Abstract:The intersection of medical imaging and artificial intelligence has become an important research direction in intelligent medical treatment, particularly in the analysis of medical images using deep learning for clinical diagnosis. Despite the advances, existing keyframe classification methods lack extraction of time series features, while ultrasonic video classification based on three-dimensional convolution requires uniform frame numbers across patients, resulting in poor feature extraction efficiency and model classification performance. This study proposes a novel video classification method based on CNN and LSTM, introducing NLP's long and short sentence processing scheme into video classification for the first time.

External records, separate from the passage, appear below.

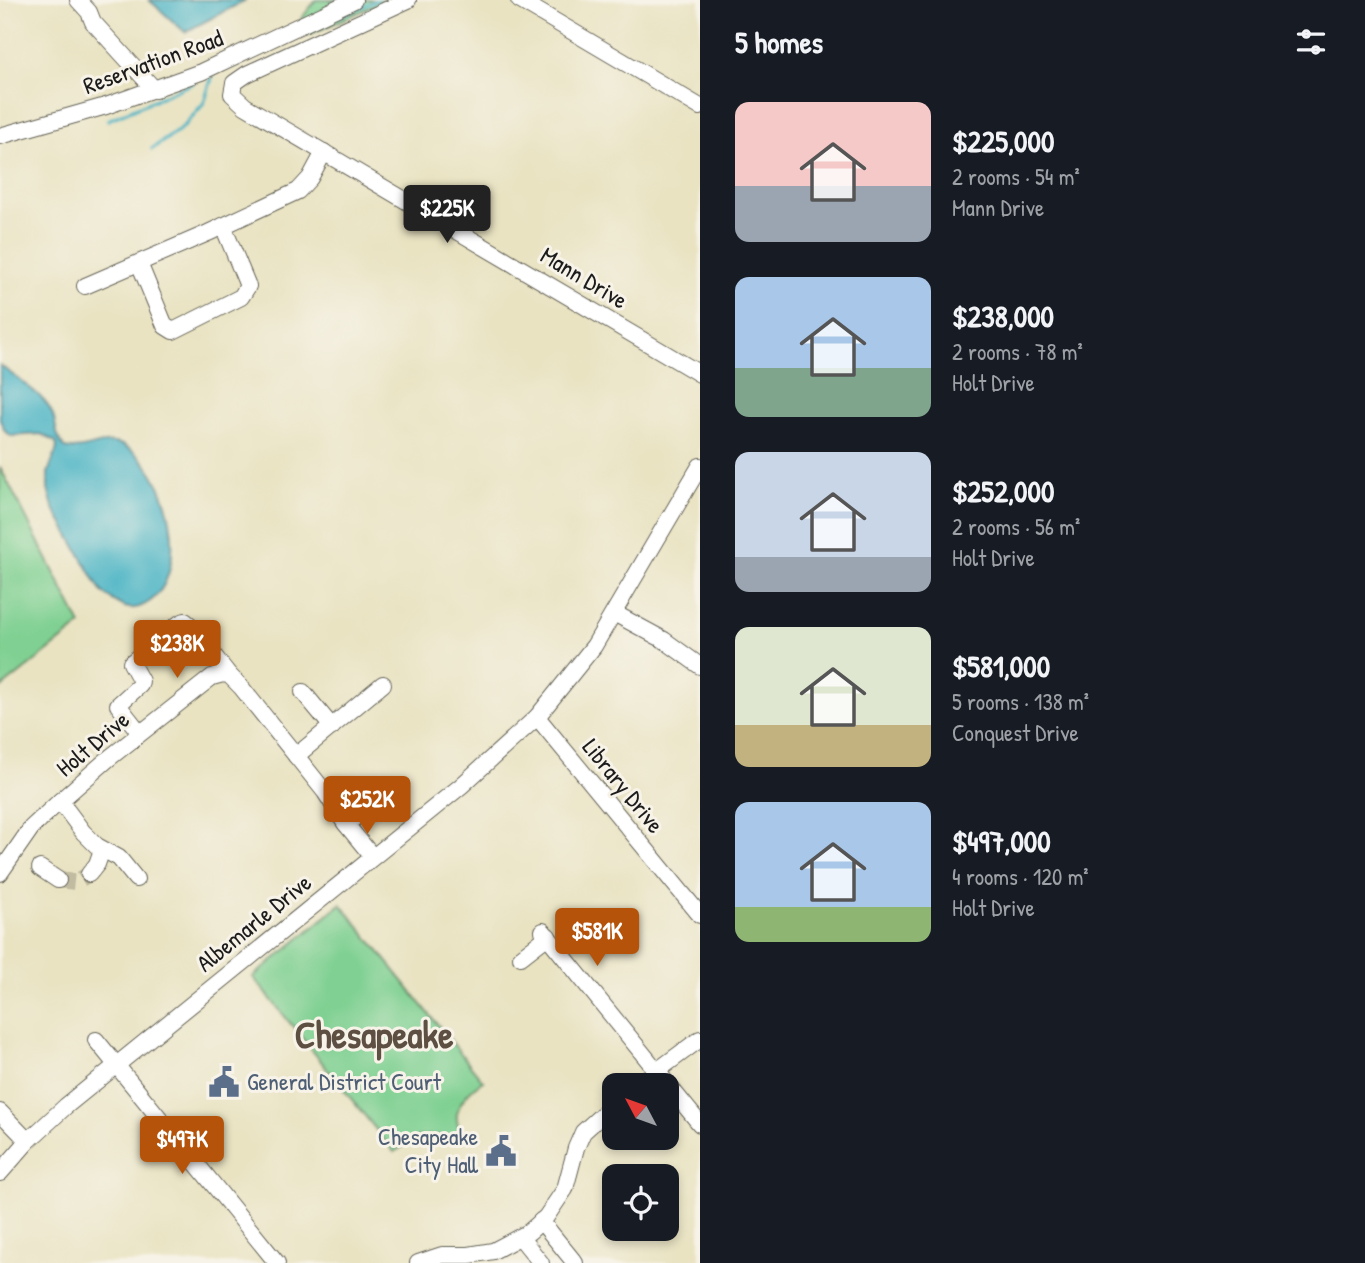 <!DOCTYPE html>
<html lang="en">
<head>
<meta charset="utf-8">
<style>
	:root { --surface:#171b24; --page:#242831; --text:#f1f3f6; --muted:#9ea1a6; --accent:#b45309 }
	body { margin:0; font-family:"Patrick Hand",sans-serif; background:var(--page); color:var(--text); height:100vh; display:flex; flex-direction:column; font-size:26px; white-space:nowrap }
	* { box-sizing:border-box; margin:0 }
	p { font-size:23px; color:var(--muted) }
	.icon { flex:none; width:38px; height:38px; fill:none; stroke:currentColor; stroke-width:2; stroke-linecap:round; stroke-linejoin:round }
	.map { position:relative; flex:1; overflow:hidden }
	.panel { display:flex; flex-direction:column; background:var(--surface); width:665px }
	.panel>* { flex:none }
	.needle { width:46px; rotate:311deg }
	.controls { position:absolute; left:602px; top:1073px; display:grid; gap:14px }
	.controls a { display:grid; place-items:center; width:77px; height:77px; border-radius:14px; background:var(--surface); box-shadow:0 4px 10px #0003; font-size:35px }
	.price { position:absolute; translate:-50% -60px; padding:0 16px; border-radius:7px; background:var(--accent); color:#fff; font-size:23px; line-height:46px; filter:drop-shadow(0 2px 4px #0008) }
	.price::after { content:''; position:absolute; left:50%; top:42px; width:21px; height:16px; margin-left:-10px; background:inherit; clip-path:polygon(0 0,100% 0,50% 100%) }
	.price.active { background:#222; color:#fff }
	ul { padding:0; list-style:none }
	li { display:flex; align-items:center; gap:21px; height:175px; padding:0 35px }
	li span { display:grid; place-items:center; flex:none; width:196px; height:140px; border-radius:14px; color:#555 }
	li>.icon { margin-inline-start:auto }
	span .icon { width:84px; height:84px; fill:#fffc; stroke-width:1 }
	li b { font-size:30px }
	h2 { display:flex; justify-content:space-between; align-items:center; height:84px; padding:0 35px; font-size:30px }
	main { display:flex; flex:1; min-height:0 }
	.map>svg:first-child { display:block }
	.green { fill:#7fd092; stroke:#4e7657; stroke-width:2 }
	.water { fill:#48b4c5; stroke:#326870; stroke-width:2 }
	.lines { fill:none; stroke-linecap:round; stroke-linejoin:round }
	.stream { stroke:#48b4c5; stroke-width:3.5 }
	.minor-tunnel { stroke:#c0bba1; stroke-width:16; stroke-dasharray:16 8; stroke-linecap:butt }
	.minor-casing { stroke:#646256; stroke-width:18 }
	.minor { stroke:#fff; stroke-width:16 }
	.labels { text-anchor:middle; stroke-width:6; stroke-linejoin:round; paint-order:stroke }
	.street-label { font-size:24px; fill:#1c1c1c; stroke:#f7f3e8 }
	.service-label { font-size:24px; fill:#4e5e75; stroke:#f7f3e8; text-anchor:start }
	.town-label { font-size:38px; font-weight:bold; fill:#5d4f41; stroke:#f7f3e8 }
</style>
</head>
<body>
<main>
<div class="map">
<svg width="700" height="1263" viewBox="0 0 700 1263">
	<rect width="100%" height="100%" fill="#f7f3e8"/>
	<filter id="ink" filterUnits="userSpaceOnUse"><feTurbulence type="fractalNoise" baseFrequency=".0143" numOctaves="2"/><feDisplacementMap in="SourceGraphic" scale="14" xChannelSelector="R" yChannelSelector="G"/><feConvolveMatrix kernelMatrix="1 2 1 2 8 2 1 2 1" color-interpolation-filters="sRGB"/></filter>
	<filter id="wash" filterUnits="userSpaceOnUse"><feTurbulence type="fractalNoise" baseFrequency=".00686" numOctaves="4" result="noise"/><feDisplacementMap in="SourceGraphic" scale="28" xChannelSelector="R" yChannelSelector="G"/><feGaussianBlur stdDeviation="1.57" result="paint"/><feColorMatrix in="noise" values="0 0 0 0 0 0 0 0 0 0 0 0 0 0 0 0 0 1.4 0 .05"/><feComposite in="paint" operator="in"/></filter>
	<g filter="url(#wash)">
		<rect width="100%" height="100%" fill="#e9e3c2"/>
		<g class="green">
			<polygon points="316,0 386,0 309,35 301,19"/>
			<polygon points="0,467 81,625 0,689"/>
			<path d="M341,904L483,1081C472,1088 459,1100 457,1114C456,1120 459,1128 460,1133L454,1141L436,1135L418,1137L394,1152L253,977Z"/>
		</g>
		<g class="water">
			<polygon points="149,0 246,0 185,32"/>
			<path d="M0,365C14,377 44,395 51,411C58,424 54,437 65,448C85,453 104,436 124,446C169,467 193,571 149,602C143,606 135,609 129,608C118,606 109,597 101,591L53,507L48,489V473L57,448L56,442L41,434L11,436L5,431L0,419Z"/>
		</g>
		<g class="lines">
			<g class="stream">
				<polyline points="336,17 378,0"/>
				<polyline points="108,120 193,83"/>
				<polyline points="152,149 183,127 204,103 213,74"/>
			</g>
		</g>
	</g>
	<g filter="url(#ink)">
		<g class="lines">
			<polyline class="minor-tunnel" points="58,880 76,882 89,874"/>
			<defs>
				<g id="minor">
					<polyline points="78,0 89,12 93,22 155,90"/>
					<polyline points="408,0 247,74 234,83 232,94 245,106 700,374"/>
					<polyline points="519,0 700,107"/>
					<polyline points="0,136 106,106 201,72 354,0"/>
					<polyline points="139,263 165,326 173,331 241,297 248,286 223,226"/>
					<polyline points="85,286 208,233 298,191 310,178 324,152"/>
					<polyline points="614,613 664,640 700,666"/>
					<polyline points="303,692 332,727"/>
					<polyline points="537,717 700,915"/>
					<polyline points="140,733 118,705 140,685 141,681 131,663 180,623 185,621 190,625 229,675"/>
					<polyline points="296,756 383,684"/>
					<polyline points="346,824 369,808"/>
					<polyline points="40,868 58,880"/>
					<polyline points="0,873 32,827 60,801"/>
					<polyline points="89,874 97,864 102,850"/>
					<polyline points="136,879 119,858 97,846 83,832 60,801 108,759 212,677 223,674 229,675 241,687 325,792 345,823 372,856"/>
					<polyline points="543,931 700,1124"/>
					<polyline points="521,957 548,936"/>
					<polyline points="96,1040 277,1263"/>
					<polyline points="638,1085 700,1039"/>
					<polyline points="0,1112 28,1141"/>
					<polyline points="0,1173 28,1141 66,1106 461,786 537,717 594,646 700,466"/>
					<polyline points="541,1221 575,1263"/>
					<polyline points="521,1238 541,1263"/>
					<polyline points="418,1263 442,1255 469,1255 493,1251 529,1232 546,1217 565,1189 576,1148 583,1132 614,1104"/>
				</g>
			</defs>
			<use href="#minor" class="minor-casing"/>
			<use href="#minor" class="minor"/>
		</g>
	</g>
	<defs>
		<symbol id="civic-bare" viewBox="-9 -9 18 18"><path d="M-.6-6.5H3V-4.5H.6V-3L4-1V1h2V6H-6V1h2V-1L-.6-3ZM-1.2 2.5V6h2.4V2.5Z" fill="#5c6f8a" stroke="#f7f3e8" stroke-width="2.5" paint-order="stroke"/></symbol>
	</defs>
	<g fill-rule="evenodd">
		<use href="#civic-bare" x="202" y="1060" width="44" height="44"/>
		<use href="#civic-bare" x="479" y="1129" width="44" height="44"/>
	</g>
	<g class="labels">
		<g class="street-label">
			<text transform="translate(153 62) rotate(-20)" y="8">Reservation Road</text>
			<text transform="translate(584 278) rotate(31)" y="8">Mann Drive</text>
			<text transform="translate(93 744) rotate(-40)" y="8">Holt Drive</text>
			<text transform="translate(623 786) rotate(51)" y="8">Library Drive</text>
			<text transform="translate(254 923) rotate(-39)" y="8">Albemarle Drive</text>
		</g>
		<g class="service-label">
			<text x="247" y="1090">General District Court</text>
			<text x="478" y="1145" text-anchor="end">Chesapeake<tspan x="478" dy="28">City Hall</tspan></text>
		</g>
		<g class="town-label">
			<text x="374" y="1048">Chesapeake</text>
		</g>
	</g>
</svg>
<div class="controls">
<a><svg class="needle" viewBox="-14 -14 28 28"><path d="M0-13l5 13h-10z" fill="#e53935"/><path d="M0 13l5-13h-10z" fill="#9ea1a6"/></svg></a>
<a><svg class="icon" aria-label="locate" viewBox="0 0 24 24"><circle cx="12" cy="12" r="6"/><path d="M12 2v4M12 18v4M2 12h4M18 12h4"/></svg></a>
</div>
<b class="price active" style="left:447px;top:245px">$225K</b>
<b class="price" style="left:177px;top:680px">$238K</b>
<b class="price" style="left:367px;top:836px">$252K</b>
<b class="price" style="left:597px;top:968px">$581K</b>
<b class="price" style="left:182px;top:1176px">$497K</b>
</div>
<section class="panel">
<h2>5 homes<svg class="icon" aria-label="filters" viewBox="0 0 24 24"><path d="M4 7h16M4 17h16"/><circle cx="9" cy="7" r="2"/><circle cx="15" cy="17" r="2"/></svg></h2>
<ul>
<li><span style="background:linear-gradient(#f6c9c9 60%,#9aa5b1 0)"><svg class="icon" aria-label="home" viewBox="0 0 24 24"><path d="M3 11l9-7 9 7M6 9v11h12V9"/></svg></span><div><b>$225,000</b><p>2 rooms · 54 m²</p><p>Mann Drive</p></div></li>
<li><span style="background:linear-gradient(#a9c7e8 65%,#7fa58c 0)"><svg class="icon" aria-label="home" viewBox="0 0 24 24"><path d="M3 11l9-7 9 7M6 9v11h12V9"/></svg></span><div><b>$238,000</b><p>2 rooms · 78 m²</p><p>Holt Drive</p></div></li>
<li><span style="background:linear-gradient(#c9d6e8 75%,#9aa5b1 0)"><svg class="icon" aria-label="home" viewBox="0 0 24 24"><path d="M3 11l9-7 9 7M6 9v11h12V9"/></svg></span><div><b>$252,000</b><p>2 rooms · 56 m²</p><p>Holt Drive</p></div></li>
<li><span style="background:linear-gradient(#dfe7d0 70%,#c2b280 0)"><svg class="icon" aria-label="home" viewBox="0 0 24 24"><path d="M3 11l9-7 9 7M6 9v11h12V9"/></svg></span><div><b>$581,000</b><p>5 rooms · 138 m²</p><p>Conquest Drive</p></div></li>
<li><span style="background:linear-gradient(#a9c7e8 75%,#8fb573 0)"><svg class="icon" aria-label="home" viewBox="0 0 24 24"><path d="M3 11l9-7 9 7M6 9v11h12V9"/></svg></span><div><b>$497,000</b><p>4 rooms · 120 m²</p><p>Holt Drive</p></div></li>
</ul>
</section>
</main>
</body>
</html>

The method reduces CNN-extracted image features to 1x512 dimension, followed by sorting and compressing feature vectors for LSTM training. Specifically, feature vectors are sorted by patient video frame numbers and populated with padding value 0 to form variable batches, with invalid padding values compressed before LSTM training to conserve computing resources. Experimental results demonstrate that our variable-frame CNNLSTM method outperforms other approaches across all metrics, showing improvements of 3-6% in F1 score and 1.5% in specificity compared to keyframe methods. The variable-frame CNNLSTM also achieves better accuracy and precision than equal-frame CNNLSTM. These findings validate the effectiveness of our approach in classifying variable-frame ultrasound videos and suggest potential applications in other medical imaging modalities.